ERT - Ensemble based Reservoir Tool - is designed for running ensembles of dynamical models such as reservoir models, in order to do sensitivity analysis and data assimilation. ERT supports data assimilation using the Ensemble Smoother (ES), Ensemble Smoother with Multiple Data Assimilation (ES-MDA) and Iterative Ensemble Smoother (IES).

Prerequisites

Python 3.8+ with development headers.

Installation

$ pip install ert
$ ert --help

or, for the latest development version:

$ pip install git+https://github.com/equinor/ert.git@main
$ ert --help

The ert program is based on two different repositories:

  1. ecl which contains utilities to read and write Eclipse files.

  2. ert - this repository - the actual application and all of the GUI.

ERT is now Python 3 only. The last Python 2 compatible release is 2.14

Documentation

Documentation for ert is located at https://ert.readthedocs.io/en/latest/.

Developing

ERT was originally written in C/C++ but most new code is Python.

Developing Python

You might first want to make sure that some system level packages are installed before attempting setup:

- pip
- python include headers
- (python) venv
- (python) setuptools
- (python) wheel

It is left as an exercise to the reader to figure out how to install these on their respective system.

To start developing the Python code, we suggest installing ERT in editable mode into a virtual environment to isolate the install (substitute the appropriate way of sourcing venv for your shell):

# Create and enable a virtualenv
python3 -m venv my_virtualenv
source my_virtualenv/bin/activate

# Update build dependencies
pip install --upgrade pip wheel setuptools

# Download and install ERT
git clone https://github.com/equinor/ert
cd ert
pip install --editable .

Trouble with setup

If you encounter problems during install, try deleting the _skbuild folder before reinstalling.
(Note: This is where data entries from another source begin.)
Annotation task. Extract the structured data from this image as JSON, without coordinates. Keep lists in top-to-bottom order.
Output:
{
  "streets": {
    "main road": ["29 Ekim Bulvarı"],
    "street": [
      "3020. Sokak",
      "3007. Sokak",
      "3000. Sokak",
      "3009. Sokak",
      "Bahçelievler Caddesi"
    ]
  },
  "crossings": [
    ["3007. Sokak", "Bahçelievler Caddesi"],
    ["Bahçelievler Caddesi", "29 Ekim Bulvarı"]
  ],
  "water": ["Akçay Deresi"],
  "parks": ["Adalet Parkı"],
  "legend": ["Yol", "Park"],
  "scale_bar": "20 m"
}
Additional development packages must be installed to run the test suite:

pip install -r dev-requirements.txt
pytest tests/

As a simple test of your ert installation, you may try to run one of the examples, for instance:

cd test-data/poly_example
# for non-gui trial run
ert test_run poly.ert
# for gui trial run
ert gui poly.ert

Note that in order to parse floating point numbers from text files correctly, your locale must be set such that . is the decimal separator, e.g. by setting

# export LC_NUMERIC=en_US.UTF-8

in bash (or an equivalent way of setting that environment variable for your shell).

Developing C++

C++ is the backbone of ERT as in used extensively in important parts of ERT. There's a combination of legacy code and newer refactored code. The end goal is likely that some core performance-critical functionality will be implemented in C++ and the rest of the business logic will be implemented in Python.
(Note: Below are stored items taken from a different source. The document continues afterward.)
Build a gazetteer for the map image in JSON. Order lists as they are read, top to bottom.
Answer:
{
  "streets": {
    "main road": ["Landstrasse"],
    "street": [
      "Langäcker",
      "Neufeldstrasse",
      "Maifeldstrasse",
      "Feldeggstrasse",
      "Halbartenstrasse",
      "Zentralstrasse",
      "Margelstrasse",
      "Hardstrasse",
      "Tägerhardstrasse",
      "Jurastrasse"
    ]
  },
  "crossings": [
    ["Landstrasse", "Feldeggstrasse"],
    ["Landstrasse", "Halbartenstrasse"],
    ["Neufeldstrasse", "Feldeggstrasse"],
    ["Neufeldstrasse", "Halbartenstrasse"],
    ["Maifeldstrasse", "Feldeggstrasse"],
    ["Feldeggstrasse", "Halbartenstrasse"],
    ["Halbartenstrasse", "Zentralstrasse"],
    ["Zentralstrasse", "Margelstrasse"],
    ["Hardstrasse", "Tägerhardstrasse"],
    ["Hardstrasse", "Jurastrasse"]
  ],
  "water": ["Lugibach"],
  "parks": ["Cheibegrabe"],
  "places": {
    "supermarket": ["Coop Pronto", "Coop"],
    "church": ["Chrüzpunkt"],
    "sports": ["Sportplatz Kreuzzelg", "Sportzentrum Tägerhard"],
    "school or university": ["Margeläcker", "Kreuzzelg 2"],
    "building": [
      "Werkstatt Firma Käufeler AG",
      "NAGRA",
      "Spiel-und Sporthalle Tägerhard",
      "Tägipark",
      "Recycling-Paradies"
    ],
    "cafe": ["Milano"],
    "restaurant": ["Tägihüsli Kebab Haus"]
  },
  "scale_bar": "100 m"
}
While running --editable will create the necessary Python extension module (src/ert/_clib.cpython-*.so), changing C++ code will not take effect even when reloading ERT. This requires recompilation, which means reinstalling ERT from scratch.
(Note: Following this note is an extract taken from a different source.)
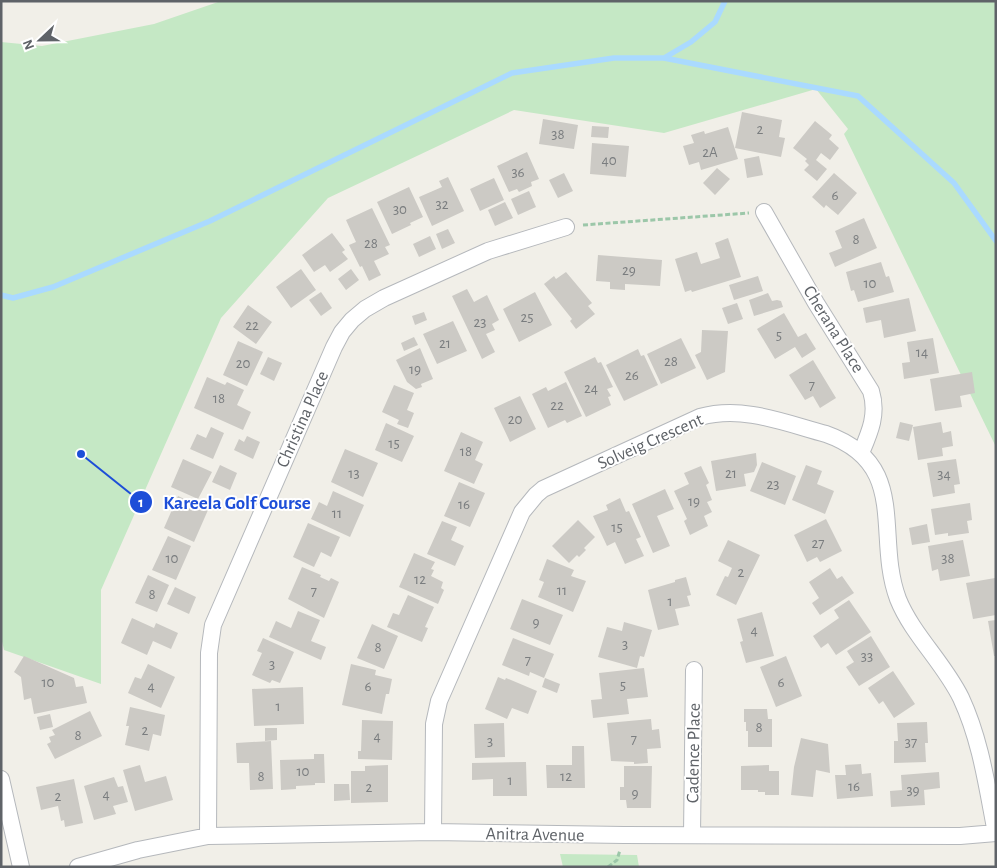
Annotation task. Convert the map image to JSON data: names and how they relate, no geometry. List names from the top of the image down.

To avoid recompiling already-compiled source files, we provide the script/build script. From a fresh virtualenv:

git clone https://github.com/equinor/ert
cd ert
script/build

This command will update pip if necessary, install the build dependencies, compile ERT and install in editable mode, and finally install the runtime requirements. Further invocations will only build the necessary source files. To do a full rebuild, delete the _skbuild directory.

Note: This will create a debug build, which is faster to compile and comes with debugging functionality enabled. This means that, for example, Eigen computations will be checked and will abort if preconditions aren't met (eg. when inverting a matrix, it will explicitly check that the matrix is square). The downside is that this makes the code unoptimised and slow. Debugging flags are therefore not present in builds of ERT that we release on Komodo or PyPI. To build a release build for development, use script/build --release.

Notes

  1. If pip reinstallation fails during the compilation step, try removing the _skbuild directory.

  2. The default maximum number of open files is normally relatively low on MacOS and some Linux distributions. This is likely to make tests crash with mysterious error-messages. You can inspect the current limits in your shell by issuing the command ulimit -a. In order to increase maximum number of open files, run ulimit -n 16384 (or some other large number) and put the command in your .profile to make it persist.

Running C++ tests

The C++ code and tests require libecl. As long as you have pip install ecl'd into your Python virtualenv all should work.

# Create and enable a virtualenv
python3 -m venv my_virtualenv
source my_virtualenv/bin/activate

# Install build dependencies
pip install pybind11 conan cmake ecl

# Build ERT and tests
mkdir build && cd build
cmake ../src/clib -DCMAKE_BUILD_TYPE=Debug
make -j$(nproc)

# Run tests
ctest --output-on-failure

Compiling protocol buffers

Use the following command to (re)compile protocol buffers manually:

python setup.py compile_protocol_buffers

Example usage

Basic ERT test

To test if ERT itself is working, go to test-data/poly_example and start ERT by running poly.ert with ert gui

cd test-data/poly_example
ert gui poly.ert

This opens up the ERT graphical user interface. Finally, test ERT by starting and successfully running the simulation.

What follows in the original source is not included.